[Stored items]
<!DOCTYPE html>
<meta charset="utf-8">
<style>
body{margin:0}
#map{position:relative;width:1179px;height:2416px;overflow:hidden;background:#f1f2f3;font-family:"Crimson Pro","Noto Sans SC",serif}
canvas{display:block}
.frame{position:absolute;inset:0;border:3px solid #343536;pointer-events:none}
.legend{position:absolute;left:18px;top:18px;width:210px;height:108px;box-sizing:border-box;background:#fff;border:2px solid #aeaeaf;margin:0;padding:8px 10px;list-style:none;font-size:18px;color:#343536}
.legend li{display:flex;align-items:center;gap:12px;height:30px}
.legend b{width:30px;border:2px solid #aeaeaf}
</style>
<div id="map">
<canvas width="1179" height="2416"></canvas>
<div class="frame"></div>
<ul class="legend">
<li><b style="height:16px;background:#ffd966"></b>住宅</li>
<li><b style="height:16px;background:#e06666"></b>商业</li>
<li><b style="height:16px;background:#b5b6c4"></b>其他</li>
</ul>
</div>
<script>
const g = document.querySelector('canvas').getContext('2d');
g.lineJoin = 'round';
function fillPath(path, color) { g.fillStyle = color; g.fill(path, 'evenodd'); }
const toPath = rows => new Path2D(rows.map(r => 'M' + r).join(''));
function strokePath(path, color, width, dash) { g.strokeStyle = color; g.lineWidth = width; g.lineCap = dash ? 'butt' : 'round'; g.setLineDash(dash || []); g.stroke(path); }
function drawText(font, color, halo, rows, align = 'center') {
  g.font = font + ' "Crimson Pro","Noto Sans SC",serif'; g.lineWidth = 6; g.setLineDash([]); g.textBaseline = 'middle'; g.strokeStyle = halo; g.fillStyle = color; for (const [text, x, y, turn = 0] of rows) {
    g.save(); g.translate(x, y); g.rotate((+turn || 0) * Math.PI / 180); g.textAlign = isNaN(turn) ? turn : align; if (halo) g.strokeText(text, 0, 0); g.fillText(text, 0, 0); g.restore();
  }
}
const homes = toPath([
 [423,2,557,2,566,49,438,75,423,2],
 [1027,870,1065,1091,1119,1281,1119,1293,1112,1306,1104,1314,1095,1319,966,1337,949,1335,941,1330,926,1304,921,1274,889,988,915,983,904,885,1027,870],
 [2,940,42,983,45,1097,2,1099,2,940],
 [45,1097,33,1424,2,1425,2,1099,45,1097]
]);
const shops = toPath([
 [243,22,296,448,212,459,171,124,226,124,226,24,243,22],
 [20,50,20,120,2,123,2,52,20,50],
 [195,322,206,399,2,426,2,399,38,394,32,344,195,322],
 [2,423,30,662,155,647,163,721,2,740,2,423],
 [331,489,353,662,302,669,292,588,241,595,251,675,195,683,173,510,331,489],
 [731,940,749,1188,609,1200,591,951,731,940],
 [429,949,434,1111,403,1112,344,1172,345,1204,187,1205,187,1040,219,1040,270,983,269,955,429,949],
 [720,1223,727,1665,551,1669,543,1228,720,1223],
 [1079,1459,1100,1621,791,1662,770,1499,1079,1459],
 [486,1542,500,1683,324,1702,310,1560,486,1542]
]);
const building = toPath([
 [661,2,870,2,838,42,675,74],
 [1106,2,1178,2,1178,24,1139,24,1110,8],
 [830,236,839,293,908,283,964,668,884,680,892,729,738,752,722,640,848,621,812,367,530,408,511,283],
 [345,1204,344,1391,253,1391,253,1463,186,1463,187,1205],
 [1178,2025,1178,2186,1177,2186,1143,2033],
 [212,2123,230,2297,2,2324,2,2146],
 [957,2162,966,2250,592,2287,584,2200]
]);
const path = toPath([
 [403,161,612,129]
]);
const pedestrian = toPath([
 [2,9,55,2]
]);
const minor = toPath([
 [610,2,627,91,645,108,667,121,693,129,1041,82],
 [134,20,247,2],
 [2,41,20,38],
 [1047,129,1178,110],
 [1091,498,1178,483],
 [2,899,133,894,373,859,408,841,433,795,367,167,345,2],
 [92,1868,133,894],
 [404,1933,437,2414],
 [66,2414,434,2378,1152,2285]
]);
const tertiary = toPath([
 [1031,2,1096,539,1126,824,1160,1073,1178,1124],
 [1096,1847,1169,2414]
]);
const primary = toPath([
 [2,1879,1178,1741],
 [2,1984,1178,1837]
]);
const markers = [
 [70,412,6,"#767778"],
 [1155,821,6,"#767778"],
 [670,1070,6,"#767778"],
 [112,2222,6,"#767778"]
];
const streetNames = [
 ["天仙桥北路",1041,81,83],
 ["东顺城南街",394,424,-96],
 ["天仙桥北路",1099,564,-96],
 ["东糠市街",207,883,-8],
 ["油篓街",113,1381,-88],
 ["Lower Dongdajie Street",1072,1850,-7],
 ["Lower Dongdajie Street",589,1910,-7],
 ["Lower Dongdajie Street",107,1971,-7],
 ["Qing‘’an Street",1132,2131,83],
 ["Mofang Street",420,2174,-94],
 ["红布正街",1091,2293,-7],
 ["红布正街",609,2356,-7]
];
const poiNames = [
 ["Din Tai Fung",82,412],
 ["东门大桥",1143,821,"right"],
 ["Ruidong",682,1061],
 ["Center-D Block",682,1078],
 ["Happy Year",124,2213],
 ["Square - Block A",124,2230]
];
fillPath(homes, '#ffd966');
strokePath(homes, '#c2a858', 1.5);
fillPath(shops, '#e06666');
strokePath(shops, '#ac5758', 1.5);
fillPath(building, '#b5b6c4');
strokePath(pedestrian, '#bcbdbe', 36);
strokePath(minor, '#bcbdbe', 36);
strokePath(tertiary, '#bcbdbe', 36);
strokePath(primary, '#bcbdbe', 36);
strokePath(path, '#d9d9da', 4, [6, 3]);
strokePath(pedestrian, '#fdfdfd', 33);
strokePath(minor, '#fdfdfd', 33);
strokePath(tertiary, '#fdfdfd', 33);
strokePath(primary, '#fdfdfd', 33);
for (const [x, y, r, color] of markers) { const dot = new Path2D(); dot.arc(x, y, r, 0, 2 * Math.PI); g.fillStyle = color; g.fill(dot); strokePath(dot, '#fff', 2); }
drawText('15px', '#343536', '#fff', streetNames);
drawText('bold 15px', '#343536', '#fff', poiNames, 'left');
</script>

==

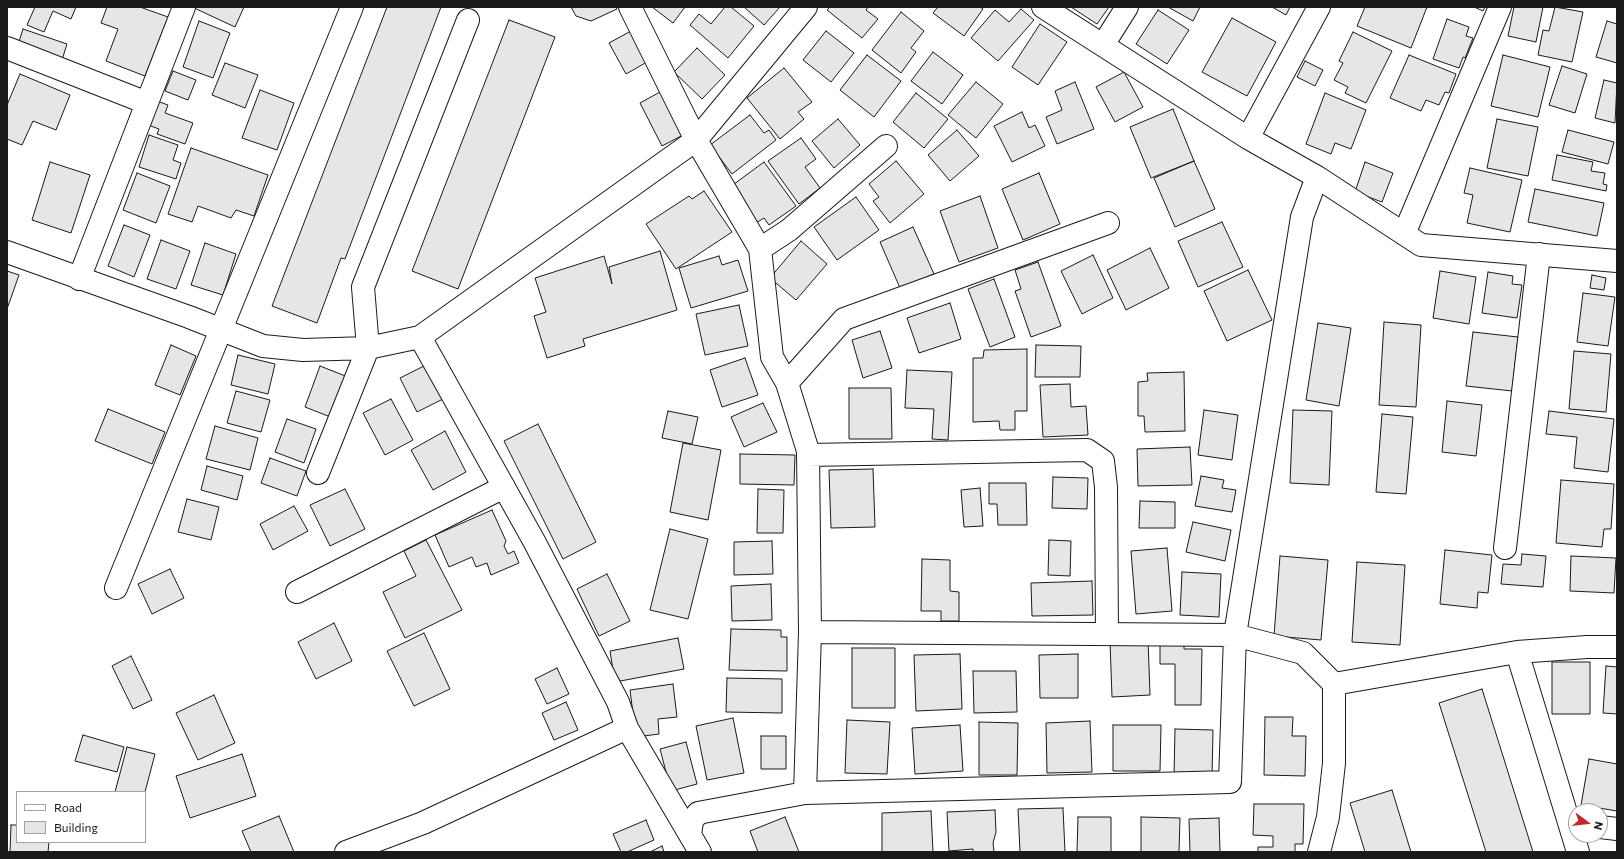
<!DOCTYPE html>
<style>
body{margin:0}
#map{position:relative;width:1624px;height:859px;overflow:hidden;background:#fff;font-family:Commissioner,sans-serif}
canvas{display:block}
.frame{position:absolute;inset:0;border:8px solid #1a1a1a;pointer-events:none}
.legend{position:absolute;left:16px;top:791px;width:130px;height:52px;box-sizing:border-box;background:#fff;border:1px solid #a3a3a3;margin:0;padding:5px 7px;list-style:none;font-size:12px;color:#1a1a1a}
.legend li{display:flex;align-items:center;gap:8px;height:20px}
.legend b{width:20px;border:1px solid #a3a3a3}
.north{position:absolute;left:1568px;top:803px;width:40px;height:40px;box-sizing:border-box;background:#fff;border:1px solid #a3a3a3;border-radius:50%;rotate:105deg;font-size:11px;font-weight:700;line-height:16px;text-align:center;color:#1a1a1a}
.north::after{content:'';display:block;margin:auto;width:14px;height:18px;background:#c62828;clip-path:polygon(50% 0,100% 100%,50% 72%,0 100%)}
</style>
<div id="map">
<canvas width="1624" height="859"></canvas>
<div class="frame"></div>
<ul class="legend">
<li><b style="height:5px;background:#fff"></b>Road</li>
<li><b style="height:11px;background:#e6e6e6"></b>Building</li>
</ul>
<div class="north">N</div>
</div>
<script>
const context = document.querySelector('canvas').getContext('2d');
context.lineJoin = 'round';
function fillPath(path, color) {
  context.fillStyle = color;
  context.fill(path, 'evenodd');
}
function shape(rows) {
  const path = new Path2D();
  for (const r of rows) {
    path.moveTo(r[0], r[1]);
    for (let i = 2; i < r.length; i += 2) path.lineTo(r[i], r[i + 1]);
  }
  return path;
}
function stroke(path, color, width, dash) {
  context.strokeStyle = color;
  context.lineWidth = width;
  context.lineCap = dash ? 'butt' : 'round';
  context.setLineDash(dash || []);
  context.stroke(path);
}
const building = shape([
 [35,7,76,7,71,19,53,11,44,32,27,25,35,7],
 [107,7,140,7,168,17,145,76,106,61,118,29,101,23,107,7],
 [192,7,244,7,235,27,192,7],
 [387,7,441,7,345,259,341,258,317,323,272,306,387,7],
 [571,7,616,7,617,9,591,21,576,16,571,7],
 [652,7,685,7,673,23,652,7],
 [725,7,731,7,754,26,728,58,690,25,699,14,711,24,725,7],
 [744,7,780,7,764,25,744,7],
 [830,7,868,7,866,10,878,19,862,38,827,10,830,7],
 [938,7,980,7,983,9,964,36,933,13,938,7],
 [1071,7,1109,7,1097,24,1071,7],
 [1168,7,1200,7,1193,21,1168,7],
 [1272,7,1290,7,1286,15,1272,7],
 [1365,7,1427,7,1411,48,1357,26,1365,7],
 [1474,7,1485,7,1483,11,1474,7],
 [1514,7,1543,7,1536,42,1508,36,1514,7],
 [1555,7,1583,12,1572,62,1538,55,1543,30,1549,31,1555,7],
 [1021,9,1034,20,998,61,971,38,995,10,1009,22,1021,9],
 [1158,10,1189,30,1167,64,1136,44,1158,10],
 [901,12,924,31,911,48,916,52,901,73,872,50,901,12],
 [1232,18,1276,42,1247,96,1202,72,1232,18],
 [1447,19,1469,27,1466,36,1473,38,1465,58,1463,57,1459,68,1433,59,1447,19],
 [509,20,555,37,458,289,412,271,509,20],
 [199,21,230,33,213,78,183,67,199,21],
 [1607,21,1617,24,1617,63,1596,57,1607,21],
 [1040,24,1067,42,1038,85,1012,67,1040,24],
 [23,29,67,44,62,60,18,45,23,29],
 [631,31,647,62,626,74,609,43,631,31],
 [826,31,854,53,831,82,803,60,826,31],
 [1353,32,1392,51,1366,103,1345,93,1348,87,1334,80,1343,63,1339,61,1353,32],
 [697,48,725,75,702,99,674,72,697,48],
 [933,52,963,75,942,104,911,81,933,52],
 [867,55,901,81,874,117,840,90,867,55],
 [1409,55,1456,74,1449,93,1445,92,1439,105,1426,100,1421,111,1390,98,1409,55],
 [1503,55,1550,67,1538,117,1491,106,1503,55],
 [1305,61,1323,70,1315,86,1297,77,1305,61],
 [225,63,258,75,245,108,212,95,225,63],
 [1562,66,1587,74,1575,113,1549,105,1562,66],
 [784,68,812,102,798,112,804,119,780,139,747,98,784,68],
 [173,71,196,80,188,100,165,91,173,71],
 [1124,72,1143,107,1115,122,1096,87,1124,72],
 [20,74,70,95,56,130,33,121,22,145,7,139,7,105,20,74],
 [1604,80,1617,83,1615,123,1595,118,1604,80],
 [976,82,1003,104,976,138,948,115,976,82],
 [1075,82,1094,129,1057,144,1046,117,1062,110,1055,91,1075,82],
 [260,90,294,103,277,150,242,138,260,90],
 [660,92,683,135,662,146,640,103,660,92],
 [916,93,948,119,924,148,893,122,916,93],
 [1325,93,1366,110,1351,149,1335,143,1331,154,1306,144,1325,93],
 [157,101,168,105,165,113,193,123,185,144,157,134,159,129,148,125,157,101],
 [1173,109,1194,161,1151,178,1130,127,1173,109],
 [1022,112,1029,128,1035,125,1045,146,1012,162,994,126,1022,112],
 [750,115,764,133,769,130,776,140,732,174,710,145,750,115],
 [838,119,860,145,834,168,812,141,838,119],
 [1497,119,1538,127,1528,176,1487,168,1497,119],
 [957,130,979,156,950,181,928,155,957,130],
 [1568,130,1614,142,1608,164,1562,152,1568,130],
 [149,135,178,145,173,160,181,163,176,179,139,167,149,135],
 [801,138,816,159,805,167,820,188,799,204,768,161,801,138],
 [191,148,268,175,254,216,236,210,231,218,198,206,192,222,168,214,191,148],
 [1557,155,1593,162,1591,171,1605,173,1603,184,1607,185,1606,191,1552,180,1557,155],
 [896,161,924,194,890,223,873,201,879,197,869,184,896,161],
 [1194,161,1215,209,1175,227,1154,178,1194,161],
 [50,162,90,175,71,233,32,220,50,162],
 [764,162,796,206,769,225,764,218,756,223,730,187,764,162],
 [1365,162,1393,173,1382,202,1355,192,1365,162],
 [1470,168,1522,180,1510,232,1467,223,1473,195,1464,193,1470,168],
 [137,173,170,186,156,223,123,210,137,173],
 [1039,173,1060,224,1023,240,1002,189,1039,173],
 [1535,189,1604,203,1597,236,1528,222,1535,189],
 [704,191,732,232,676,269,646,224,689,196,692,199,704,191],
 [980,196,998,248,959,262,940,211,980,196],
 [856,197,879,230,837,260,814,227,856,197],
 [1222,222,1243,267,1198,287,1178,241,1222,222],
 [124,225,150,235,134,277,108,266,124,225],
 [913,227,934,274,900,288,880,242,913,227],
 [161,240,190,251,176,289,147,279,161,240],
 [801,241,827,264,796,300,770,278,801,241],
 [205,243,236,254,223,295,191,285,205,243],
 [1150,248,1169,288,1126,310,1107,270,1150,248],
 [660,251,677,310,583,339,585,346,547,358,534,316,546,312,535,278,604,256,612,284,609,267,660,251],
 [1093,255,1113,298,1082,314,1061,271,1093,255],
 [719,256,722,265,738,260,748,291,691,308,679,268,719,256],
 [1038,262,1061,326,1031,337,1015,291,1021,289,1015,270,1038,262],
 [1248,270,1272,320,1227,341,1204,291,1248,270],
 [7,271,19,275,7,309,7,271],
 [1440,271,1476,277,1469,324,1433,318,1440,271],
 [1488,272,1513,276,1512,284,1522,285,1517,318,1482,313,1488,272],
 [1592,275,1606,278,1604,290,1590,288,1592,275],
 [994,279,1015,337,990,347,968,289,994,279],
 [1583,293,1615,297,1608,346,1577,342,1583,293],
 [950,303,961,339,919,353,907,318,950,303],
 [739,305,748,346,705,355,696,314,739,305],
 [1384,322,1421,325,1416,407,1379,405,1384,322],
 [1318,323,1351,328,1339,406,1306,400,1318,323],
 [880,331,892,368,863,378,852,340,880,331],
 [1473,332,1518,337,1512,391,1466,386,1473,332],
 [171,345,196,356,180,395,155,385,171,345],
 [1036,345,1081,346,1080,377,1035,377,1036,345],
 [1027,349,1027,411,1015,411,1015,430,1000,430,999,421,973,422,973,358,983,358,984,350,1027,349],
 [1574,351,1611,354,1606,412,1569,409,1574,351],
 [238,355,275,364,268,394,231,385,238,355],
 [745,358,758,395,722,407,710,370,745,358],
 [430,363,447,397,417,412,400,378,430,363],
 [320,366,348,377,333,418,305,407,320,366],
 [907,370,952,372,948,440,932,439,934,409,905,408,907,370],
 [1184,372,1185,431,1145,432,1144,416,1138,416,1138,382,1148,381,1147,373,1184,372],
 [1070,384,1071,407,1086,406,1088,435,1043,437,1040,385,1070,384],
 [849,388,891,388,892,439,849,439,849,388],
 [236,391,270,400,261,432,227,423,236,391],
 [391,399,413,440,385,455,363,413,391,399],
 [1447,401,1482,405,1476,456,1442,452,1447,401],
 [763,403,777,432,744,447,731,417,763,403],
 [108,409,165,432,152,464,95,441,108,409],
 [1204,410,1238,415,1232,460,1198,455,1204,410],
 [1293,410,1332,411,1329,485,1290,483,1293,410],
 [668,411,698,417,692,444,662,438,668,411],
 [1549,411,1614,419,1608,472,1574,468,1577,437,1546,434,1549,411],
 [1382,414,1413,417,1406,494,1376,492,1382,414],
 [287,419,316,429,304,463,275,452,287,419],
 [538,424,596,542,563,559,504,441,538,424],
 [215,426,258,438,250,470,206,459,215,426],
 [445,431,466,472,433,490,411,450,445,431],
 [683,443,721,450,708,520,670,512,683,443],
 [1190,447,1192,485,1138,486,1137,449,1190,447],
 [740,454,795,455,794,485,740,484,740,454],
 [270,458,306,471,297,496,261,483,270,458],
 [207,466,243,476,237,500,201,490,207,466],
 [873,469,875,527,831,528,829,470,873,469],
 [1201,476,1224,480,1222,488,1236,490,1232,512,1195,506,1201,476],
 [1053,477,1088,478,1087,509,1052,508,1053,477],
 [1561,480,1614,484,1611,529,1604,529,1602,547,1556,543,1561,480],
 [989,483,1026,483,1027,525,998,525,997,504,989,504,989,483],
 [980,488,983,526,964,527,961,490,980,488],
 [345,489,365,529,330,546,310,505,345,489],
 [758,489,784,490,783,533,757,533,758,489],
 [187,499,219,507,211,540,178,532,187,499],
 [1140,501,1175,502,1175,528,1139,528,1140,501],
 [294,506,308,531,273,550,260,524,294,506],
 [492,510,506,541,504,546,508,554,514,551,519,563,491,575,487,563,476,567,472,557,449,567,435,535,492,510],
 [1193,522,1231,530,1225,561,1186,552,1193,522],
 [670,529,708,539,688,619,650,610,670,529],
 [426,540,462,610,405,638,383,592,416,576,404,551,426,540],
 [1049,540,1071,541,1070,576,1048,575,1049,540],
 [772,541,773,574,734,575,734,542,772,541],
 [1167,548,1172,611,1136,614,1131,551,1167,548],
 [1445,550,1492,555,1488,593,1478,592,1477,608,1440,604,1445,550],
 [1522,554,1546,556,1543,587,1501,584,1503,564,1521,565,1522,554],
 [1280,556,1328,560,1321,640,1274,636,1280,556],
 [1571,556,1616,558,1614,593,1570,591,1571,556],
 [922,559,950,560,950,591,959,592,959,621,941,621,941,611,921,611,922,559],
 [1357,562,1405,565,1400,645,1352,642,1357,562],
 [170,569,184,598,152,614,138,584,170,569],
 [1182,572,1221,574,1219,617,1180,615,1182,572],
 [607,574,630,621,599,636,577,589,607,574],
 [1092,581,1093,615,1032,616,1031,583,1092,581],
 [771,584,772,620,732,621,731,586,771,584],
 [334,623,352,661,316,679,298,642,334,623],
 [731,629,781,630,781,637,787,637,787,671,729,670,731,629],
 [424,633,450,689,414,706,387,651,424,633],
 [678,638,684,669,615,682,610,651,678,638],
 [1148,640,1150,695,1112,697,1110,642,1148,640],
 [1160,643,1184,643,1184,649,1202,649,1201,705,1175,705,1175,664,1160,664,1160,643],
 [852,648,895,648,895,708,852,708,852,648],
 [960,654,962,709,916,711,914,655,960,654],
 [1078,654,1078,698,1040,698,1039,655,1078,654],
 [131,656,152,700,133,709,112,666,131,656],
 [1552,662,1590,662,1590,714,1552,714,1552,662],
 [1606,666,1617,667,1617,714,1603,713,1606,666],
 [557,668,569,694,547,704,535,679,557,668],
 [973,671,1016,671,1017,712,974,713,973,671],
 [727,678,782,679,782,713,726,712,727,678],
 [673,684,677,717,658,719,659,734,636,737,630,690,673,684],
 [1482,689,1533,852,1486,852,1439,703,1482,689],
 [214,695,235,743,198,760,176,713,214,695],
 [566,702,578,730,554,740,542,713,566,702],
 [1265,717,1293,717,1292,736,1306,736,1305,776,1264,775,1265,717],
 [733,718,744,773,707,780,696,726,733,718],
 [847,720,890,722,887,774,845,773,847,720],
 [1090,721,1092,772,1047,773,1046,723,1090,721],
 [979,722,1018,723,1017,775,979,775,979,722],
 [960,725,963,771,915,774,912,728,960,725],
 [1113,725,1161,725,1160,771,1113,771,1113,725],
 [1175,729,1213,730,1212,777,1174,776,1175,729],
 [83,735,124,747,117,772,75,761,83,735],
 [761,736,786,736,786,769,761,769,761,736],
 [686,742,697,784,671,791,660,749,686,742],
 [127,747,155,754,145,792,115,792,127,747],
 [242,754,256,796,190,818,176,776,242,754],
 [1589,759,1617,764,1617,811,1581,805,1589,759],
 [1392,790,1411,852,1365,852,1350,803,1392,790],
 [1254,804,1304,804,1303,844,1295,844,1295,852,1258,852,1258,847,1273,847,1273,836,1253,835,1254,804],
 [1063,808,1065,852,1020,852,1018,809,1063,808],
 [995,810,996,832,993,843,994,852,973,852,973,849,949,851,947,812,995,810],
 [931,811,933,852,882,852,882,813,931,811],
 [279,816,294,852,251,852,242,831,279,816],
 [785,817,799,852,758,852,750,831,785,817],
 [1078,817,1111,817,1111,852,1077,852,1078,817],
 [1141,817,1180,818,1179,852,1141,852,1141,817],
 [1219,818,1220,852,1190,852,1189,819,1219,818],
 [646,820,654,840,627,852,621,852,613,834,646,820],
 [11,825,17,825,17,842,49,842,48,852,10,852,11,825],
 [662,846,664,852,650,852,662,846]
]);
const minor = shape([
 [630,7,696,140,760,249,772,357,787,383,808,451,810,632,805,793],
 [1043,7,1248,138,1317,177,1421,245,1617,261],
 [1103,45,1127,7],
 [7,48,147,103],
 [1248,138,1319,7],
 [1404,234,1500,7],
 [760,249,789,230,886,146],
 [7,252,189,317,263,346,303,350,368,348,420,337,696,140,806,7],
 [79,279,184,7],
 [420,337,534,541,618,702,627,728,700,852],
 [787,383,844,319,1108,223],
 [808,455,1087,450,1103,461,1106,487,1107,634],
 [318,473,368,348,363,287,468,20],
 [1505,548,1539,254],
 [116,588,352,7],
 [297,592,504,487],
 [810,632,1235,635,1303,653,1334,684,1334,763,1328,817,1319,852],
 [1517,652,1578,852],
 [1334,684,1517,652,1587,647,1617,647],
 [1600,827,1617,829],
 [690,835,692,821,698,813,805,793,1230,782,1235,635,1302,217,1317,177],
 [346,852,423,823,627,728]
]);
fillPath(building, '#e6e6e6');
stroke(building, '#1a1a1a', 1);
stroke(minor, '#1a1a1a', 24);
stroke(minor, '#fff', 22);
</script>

[DESCRIPTION OF THE TASK] Looking at the entries above, can you reproduce exactly the lines from the one that holds "0,100% 100%,50% 72%,0" through the one that holds "context.stroke(path);", and only those?

[OUTPUT FOR THIS EXERCISE]
.north::after{content:'';display:block;margin:auto;width:14px;height:18px;background:#c62828;clip-path:polygon(50% 0,100% 100%,50% 72%,0 100%)}
</style>
<div id="map">
<canvas width="1624" height="859"></canvas>
<div class="frame"></div>
<ul class="legend">
<li><b style="height:5px;background:#fff"></b>Road</li>
<li><b style="height:11px;background:#e6e6e6"></b>Building</li>
</ul>
<div class="north">N</div>
</div>
<script>
const context = document.querySelector('canvas').getContext('2d');
context.lineJoin = 'round';
function fillPath(path, color) {
  context.fillStyle = color;
  context.fill(path, 'evenodd');
}
function shape(rows) {
  const path = new Path2D();
  for (const r of rows) {
    path.moveTo(r[0], r[1]);
    for (let i = 2; i < r.length; i += 2) path.lineTo(r[i], r[i + 1]);
  }
  return path;
}
function stroke(path, color, width, dash) {
  context.strokeStyle = color;
  context.lineWidth = width;
  context.lineCap = dash ? 'butt' : 'round';
  context.setLineDash(dash || []);
  context.stroke(path);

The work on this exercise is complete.